The Yellow Book (1894–97), founded by Henry Harland, and
The Savoy (1896), both English magazines that revolted against Victorian rationalism, morality, and emphasis upon science, set the standards that others followed. Their art‐for‐art's sake credo was imitated by such American magazines as
The Bibelot (1895–1915), a monthly reprint of prose and poetry from obscure works, edited by T.B. Mosher, and
The Chap Book (1894–98), issued from Chicago.
The Lark (1895–97), published at San Francisco, was a distant reflection of this school, but had gaiety as its only policy. The little magazine came into particular importance in the U.S. just before and after World War I, as a protest by those who believed artists were being enslaved and repressed by Mammon and Puritanism.
Poetry: A Magazine of Verse (1912– ) is an eclectic publication, championing new poets of all nations and schools.
The Little Review (1914–29), frequently considered the most significant American magazine of the type, had tremendous vitality and never settled into any one pattern. During the postwar period, some magazines, like
The Seven Arts (1916–17), were concerned with an objective scrutiny of American culture. Others, like
The Frontier (1920–39),
The Fugitive (1922–25), and
The Reviewer (1921–25), were regional in tendency; and still others, like
Secession (1922–24),
Broom (1921–24),
transition (1927–50), and
This Quarter (1925–32), were eclectic in character and were edited from abroad by expatriates.
The Dial (1917–29) was in a sense the heir of the previous experimentation, but maintained a more detached, urbane, and cosmopolitan tone.
Hound and Horn (1927–34), the outstanding little magazine edited by university students, held policies similar to those of other publications in the movement.
During the Depression after 1929, advance‐guard writers turned their attention to social and economic reform, and for a time the significance of little magazines began to disappear. Some of their purposes were taken over by literary quarterlies issued from universities, but many new little magazines continued to appear, some with an international view, like
Paris Review or
Botteghe Oscure (1949–60); some were issued as journals, like
Evergreen Review, and some published as paperbacks, like
discovery and
New World Writing.
The publication of little magazines increased greatly beginning in the 1950s. In 1978 the editors of a book on the subject guessed that at least 1500 such journals were being published in the U.S. They are and have been of the most diverse sorts, championing a great range of aesthetic, critical, social, and cultural views. Some, like
The Floating Bear (1961–69), were essentially newsletters for rapid communication among authors of experimental literature; others, like
Big Table (1959–60), were founded to print what was unacceptable to more conventional publications; some, like
The Black Mountain Review⧫ (1954–59), were organs of a special school of literature; some, like Reed Whittemore's
Furioso (1939–53), Cid Corman's
Origin (1951–71), and Gilbert Sorrentino's
Neon (1956–60), reflected the views of a major young writer; some, like
Salmagundi (1965– ) and
Tri‐Quarterly (1958– ), are closely related to a university or college; and some, like
Yardbird Reader (1972– ), are dedicated to the writings of ethnic minorities.
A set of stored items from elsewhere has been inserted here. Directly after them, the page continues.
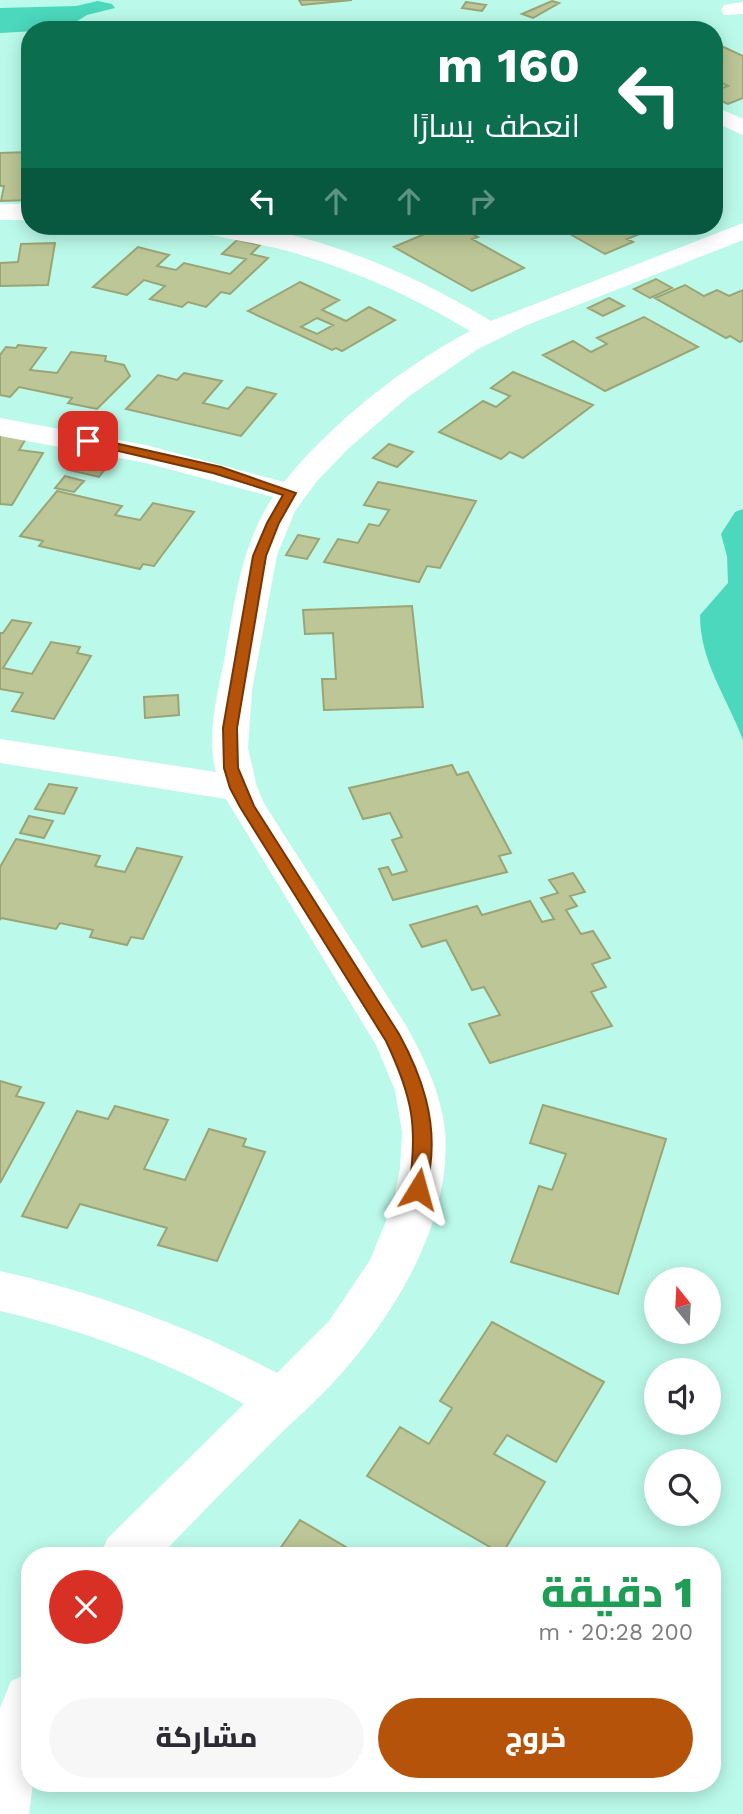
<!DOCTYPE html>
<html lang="ar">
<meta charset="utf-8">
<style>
body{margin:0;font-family:"Work Sans",Cairo,sans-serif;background:#f7f7f7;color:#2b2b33;direction:rtl;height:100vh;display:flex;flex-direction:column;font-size:26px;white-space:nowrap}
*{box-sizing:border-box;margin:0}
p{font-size:23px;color:#7c7c81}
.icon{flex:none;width:38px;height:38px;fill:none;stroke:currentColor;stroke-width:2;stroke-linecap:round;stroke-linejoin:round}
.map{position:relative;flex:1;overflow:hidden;direction:ltr}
.drawer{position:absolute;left:21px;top:1547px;width:700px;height:245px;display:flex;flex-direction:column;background:#fff;border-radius:28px;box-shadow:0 4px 18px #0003;direction:rtl}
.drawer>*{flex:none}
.banner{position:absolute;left:21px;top:21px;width:702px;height:214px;border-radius:28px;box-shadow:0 4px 18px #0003;direction:rtl;background:#0b6e4f;color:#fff;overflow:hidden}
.needle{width:46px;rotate:342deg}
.tools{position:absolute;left:644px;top:1267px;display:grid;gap:14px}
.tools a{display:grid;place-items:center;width:77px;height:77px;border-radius:50%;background:#fff;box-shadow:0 4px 18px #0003;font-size:35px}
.pin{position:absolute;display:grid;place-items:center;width:60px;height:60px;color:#fff;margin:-30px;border-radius:14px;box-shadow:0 4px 10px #0006}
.me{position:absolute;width:77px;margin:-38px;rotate:8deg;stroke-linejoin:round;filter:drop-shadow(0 0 5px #0008)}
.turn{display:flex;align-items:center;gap:24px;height:147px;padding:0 28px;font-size:32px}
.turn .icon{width:91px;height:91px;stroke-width:2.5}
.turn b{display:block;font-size:49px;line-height:60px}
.lanes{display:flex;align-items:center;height:66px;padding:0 28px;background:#0003;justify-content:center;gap:35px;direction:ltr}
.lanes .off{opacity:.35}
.round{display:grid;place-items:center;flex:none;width:74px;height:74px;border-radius:37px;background:#f7f7f7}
.headline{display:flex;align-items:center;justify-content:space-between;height:119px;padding:0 28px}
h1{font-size:42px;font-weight:800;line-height:52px;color:#1e9e55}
.button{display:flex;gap:14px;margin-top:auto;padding:14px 28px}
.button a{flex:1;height:80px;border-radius:42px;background:#b45309;color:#fff;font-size:28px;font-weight:800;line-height:80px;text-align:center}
.button a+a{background:#f7f7f7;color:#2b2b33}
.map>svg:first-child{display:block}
.water{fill:#4bd8bd}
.building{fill:#bcc696;stroke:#9ba475;stroke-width:2;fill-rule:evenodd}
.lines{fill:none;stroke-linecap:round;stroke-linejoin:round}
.street{fill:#fff;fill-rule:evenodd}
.route{fill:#b45309;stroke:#753606;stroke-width:2}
</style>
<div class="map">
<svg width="743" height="1814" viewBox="0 0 743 1814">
<rect width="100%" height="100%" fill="#bbfaea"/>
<!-- water -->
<path class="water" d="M 98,1 L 112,4 L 115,8 L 87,15 L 71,25 L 54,30 L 0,33 L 0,8 L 76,6 Z
M 743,509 L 743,740 C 727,697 700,662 700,615 L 728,583 L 727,556 L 721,534 L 735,512 Z"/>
<!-- building -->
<path class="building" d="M 299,0 L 352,0 L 302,5 Z
M 552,1 L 559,3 L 533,18 L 522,14 Z
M 466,2 L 486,5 L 482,11 L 462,8 Z
M 717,44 L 743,56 L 743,98 L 728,104 L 714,98 L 714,91 L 728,86 L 714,80 L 714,45 Z
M 30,152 L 30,200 L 1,201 L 4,186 L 0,186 L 0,153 Z
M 433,226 L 458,226 L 478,237 L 472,239 L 524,268 L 472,291 L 394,247 L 427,233 L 422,230 Z
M 556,226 L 659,226 L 627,239 L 633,242 L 605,254 Z
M 237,240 L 260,245 L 251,254 L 268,258 L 230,294 L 221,292 L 206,307 L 188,302 L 182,307 L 150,299 L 165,286 L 144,280 L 127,295 L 93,287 L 138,247 L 169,255 L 157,266 L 176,270 L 184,263 L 230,274 L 246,259 L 222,254 Z
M 55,243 L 48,285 L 0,286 L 0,263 L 18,262 L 21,244 Z
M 656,279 L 672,288 L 650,298 L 634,289 Z
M 300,282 L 339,300 L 322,310 L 346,321 L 369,307 L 395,320 L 342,351 L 336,348 L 332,350 L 248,311 ZM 317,318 L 333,325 L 317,334 L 301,327 Z
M 685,285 L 704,296 L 717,290 L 729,296 L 743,290 L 743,340 L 740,342 L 730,336 L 726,338 L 655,298 Z
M 609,298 L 624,306 L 603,316 L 588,308 Z
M 644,317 L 698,347 L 605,391 L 543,355 L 573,341 L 591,352 L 607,344 L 597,338 Z
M 18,345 L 46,348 L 30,370 L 57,373 L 71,352 L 106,356 L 105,361 L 124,365 L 130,376 L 97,409 L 68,403 L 72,398 L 19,387 L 10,397 L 0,395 L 0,355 L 6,347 L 16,348 Z
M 513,372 L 593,405 L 523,458 L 510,452 L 501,459 L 439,432 L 483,401 L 496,407 L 510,396 L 491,388 Z
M 184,373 L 222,381 L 203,403 L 228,409 L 247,387 L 276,394 L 241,436 L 126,409 L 158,375 L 177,380 Z
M 0,434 L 27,437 L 19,450 L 43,453 L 12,505 L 0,504 Z
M 389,444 L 413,452 L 397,467 L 373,458 Z
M 83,454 L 112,460 L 99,477 L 69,470 Z
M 65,476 L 84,481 L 74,492 L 55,488 Z
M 378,482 L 476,501 L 440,568 L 427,566 L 419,582 L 324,562 L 338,539 L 358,543 L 369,524 L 379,526 L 389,510 L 364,505 Z
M 57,491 L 122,506 L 115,515 L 140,520 L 153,503 L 194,512 L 154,566 L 143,564 L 140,569 L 39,546 L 43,541 L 20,536 Z
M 298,535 L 319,539 L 307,559 L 286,555 Z
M 412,606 L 423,707 L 324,710 L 322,679 L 336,679 L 333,633 L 305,634 L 303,610 Z
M 12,620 L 31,623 L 3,668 L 32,674 L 51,642 L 80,647 L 77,653 L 91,656 L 54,719 L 12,711 L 23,693 L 0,689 L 0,633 L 3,633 Z
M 178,695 L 179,715 L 145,718 L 144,697 Z
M 452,765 L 457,775 L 468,772 L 511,853 L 499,856 L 507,872 L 393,900 L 379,869 L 388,867 L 392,875 L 407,871 L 392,840 L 402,837 L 390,813 L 363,819 L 349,788 Z
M 49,784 L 77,788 L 64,814 L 35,809 Z
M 29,816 L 53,821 L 44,838 L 20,833 Z
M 16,839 L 100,856 L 95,866 L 125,872 L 137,848 L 182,857 L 143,939 L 131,937 L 127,945 L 90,937 L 93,930 L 60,923 L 56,929 L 1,918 L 0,920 L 0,867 Z
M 573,873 L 585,892 L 570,896 L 577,906 L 566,910 L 581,934 L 593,931 L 610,958 L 592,964 L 606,987 L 591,992 L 612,1026 L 490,1063 L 469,1024 L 500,1015 L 484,987 L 472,990 L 446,940 L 422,947 L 410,925 L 477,906 L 482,915 L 530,901 L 542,922 L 554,919 L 541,898 L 558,893 L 549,880 Z
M 0,1081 L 21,1087 L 16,1096 L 44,1103 L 0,1183 Z
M 543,1105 L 666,1139 L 618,1294 L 511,1262 L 539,1186 L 552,1190 L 566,1154 L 530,1143 Z
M 115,1106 L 168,1120 L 144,1169 L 185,1180 L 209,1129 L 246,1139 L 243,1146 L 265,1152 L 217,1261 L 158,1245 L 167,1228 L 80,1204 L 67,1228 L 22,1216 L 77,1111 L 108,1119 Z
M 492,1322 L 604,1382 L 556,1462 L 507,1435 L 494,1454 L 545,1482 L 502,1554 L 367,1476 L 400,1427 L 429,1444 L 452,1408 L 440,1401 Z
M 300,1520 L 361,1556 L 275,1556 Z"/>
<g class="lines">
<!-- street -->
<path class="street" d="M 743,2 L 743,14 L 724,15 L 721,10 L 724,5 Z
M 714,106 L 743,119 L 743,135 L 714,122 Z
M 0,204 L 30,204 L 30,220 L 0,220 Z
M 743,223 L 743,240 L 527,325 L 478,349 L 408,397 L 349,448 L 317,481 L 295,511 L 277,555 L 252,690 L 248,748 L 257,787 L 265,805 L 407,1027 C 425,1060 441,1093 445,1131 C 452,1220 397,1311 340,1375 C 318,1400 292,1422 268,1446 C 232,1482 196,1519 160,1556 L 100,1556 L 107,1539 L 244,1404 C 166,1361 87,1331 0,1311 L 0,1271 C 97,1293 189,1326 277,1373 L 329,1321 L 370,1260 L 393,1204 L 400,1168 L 402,1132 L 395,1090 L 376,1045 L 226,799 L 0,763 L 0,739 L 216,772 C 206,734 218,693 225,656 C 235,600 241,546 273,497 L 146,463 L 0,436 L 0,418 L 146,445 L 284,482 C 331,423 404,366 470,331 C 409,294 345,266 276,248 C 249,242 222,238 196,231 L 192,226 C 210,226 229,224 246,226 C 332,239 417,276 491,321 Z
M 30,1673 L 30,1783 L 33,1783 L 29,1814 L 0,1814 L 0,1708 L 11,1681 Z"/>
</g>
<!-- route -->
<path class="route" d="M 88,437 L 221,467 L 296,493 L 279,523 L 266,556 L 237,728 L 238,768 L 254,806 L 399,1034 C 422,1076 437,1120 430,1168 C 429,1177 429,1187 424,1195 L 418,1197 L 412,1195 L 409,1189 C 418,1127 413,1098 386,1041 L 240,807 L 230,788 L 224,768 L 223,728 L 253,556 L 267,523 L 283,495 L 213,473 L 84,443 L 84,438 Z"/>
</svg>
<div class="tools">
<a><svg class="needle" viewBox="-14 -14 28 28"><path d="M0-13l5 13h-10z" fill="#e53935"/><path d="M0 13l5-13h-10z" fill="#7c7c81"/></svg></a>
<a><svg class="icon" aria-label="sound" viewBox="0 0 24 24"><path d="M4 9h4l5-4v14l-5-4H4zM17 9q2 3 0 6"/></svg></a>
<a><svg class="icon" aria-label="search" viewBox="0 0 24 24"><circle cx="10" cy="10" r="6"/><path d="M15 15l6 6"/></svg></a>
</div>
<div class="pin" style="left:88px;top:441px;background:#d93025"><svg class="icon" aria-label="arrive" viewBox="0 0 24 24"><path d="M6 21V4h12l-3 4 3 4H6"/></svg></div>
<svg class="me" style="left:418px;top:1189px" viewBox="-20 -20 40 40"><path d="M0-17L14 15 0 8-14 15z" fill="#b45309" stroke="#fff" stroke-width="4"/></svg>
<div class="banner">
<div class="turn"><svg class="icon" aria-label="left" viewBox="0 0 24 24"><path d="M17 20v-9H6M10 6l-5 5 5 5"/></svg><div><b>160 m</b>انعطف يسارًا</div></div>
<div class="lanes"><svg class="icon" aria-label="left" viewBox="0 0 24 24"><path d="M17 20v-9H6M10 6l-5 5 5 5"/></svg><svg class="icon off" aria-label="ahead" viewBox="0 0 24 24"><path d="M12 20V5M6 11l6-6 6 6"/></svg><svg class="icon off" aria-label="ahead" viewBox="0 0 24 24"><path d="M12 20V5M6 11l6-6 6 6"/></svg><svg class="icon off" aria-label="right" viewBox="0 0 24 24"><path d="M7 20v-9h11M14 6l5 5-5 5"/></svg></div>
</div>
<section class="drawer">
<div class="headline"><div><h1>1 دقيقة</h1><p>200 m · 20:28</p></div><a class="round" style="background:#d93025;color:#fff"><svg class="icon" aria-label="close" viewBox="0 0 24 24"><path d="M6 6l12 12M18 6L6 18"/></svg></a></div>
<div class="button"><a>خروج</a><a>مشاركة</a></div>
</section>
</div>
Over the hundred years or more that they have flourished, little magazines have printed a good deal of insignificant or bizarre work, but they have justified themselves by providing a medium for all kinds of aesthetic experimentation and innovative and unpopular beliefs. By initial circulation in these magazines the novelties, heresies, and unknown authors of one era have often become accepted and valued in a succeeding period.